Locate the string "function" throughout the material and copy every line in which it occurs.

+ + +

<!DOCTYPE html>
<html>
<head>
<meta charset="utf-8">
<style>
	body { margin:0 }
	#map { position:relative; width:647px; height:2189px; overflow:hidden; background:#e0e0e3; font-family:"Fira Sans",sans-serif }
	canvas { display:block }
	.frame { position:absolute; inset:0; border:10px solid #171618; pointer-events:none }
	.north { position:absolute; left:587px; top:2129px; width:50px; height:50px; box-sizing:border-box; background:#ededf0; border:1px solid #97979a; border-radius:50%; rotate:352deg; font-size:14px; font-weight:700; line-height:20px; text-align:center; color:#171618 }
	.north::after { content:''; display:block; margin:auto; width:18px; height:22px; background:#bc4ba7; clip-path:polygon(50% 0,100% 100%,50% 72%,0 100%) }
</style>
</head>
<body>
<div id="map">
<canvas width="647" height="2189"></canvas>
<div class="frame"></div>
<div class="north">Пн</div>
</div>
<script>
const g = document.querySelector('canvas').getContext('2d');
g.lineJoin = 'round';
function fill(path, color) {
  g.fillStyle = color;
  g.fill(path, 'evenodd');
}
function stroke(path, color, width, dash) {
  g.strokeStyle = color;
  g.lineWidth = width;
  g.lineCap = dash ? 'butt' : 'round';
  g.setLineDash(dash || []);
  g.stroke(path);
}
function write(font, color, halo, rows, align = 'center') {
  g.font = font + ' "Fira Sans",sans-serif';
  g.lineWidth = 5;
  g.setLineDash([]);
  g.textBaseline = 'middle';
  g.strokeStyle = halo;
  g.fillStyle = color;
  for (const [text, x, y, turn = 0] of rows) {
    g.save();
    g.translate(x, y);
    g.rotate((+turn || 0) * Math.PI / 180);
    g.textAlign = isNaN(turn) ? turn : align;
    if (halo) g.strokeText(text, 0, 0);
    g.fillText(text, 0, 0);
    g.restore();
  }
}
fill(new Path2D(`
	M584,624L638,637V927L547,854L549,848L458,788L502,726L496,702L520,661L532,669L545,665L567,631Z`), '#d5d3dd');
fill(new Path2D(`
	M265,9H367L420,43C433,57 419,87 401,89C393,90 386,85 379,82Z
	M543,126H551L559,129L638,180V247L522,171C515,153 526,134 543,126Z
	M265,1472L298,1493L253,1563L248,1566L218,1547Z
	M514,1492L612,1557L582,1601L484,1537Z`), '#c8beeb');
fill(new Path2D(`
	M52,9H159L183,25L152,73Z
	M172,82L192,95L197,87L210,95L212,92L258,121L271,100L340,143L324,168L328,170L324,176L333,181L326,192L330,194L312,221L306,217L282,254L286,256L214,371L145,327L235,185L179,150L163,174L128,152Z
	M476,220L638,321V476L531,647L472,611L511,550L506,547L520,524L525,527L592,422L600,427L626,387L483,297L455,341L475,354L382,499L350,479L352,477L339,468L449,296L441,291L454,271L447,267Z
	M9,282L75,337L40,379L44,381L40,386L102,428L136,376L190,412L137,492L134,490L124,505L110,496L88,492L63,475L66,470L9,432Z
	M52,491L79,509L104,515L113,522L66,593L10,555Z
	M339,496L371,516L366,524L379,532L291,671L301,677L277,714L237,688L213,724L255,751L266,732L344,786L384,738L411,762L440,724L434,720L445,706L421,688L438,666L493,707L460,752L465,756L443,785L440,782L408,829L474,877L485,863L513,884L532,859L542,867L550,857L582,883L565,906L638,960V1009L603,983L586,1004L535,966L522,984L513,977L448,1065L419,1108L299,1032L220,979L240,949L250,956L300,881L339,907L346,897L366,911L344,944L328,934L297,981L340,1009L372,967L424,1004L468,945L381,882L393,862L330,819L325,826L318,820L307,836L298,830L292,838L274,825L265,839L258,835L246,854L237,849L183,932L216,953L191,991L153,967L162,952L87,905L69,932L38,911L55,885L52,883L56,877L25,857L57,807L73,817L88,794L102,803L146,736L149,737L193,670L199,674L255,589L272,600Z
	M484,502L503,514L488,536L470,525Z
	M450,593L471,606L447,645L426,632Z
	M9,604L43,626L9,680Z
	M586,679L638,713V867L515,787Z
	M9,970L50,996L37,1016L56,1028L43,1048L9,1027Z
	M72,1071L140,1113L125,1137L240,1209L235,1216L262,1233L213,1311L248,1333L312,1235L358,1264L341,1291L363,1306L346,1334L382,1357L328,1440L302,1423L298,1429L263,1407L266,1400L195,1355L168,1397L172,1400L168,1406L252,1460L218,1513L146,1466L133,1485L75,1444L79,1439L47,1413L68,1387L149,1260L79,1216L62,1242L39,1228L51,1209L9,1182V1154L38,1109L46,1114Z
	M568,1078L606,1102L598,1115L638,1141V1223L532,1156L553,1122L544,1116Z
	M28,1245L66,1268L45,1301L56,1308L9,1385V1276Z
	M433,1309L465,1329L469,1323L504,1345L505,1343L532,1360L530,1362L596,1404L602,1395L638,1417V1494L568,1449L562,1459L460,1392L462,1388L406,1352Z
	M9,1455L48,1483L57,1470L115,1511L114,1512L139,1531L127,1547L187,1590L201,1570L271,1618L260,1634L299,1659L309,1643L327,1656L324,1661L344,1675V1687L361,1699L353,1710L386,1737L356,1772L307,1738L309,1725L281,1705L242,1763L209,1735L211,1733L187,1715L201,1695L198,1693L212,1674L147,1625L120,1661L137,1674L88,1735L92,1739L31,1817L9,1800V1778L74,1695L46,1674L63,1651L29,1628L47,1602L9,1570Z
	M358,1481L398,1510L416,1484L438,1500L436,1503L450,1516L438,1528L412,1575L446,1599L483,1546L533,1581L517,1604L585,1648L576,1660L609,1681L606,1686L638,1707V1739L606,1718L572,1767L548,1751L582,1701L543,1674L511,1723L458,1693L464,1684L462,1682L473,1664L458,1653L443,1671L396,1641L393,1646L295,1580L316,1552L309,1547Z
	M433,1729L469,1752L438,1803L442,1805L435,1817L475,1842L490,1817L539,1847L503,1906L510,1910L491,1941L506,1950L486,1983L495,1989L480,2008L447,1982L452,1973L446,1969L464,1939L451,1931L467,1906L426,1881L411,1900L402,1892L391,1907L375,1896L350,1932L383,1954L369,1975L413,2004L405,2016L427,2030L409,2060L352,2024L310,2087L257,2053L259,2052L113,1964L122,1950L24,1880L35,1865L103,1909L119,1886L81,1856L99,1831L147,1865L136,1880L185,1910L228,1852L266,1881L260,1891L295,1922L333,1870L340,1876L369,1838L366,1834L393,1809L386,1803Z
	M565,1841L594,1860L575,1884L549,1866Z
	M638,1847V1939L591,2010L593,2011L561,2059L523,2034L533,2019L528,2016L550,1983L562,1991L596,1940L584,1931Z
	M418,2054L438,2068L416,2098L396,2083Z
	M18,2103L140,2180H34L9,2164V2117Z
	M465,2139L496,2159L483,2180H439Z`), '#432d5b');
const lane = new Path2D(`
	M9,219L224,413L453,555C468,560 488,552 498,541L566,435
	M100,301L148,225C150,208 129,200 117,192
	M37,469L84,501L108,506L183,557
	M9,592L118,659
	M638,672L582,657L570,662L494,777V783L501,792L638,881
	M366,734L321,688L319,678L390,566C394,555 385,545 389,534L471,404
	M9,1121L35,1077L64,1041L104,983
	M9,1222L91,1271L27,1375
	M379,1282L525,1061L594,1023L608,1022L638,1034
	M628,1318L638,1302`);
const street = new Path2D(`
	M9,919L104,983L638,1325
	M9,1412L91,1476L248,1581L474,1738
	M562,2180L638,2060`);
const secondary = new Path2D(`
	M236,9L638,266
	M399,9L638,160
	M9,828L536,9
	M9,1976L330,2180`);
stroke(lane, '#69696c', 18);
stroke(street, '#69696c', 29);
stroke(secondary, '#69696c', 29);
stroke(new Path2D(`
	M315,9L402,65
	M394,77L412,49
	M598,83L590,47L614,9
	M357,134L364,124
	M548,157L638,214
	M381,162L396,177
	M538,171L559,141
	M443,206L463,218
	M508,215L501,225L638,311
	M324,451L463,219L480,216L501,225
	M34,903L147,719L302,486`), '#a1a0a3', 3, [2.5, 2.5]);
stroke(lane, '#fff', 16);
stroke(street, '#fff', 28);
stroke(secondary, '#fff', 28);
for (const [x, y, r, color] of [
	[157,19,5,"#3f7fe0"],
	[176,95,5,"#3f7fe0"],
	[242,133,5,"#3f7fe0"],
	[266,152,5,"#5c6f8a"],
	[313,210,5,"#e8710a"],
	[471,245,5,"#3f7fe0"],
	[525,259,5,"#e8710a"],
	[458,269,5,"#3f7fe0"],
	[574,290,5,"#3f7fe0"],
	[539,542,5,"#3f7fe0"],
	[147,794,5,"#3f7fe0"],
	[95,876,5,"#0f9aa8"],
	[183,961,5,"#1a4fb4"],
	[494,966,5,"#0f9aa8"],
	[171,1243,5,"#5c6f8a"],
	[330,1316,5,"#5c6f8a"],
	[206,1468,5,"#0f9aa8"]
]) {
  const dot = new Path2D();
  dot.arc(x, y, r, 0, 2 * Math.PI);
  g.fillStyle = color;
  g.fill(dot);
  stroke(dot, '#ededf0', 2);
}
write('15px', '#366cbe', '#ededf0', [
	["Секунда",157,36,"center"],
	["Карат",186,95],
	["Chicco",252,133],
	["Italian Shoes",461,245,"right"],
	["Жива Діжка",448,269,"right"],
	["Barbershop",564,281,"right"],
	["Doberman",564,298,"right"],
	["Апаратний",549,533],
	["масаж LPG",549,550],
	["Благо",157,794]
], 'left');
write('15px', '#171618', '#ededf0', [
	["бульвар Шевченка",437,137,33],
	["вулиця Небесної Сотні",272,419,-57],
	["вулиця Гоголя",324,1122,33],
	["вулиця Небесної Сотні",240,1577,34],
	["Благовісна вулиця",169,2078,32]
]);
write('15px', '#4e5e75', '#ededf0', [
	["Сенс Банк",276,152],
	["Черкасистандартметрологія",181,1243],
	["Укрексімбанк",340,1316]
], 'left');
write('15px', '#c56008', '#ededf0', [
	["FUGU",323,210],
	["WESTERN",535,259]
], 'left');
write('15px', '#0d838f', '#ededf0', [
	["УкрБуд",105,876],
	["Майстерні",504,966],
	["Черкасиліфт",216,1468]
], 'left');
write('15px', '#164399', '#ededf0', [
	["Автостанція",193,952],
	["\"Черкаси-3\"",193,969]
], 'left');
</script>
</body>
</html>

+ + +

## Solution to the exercise
function fill(path, color) {
function stroke(path, color, width, dash) {
function write(font, color, halo, rows, align = 'center') {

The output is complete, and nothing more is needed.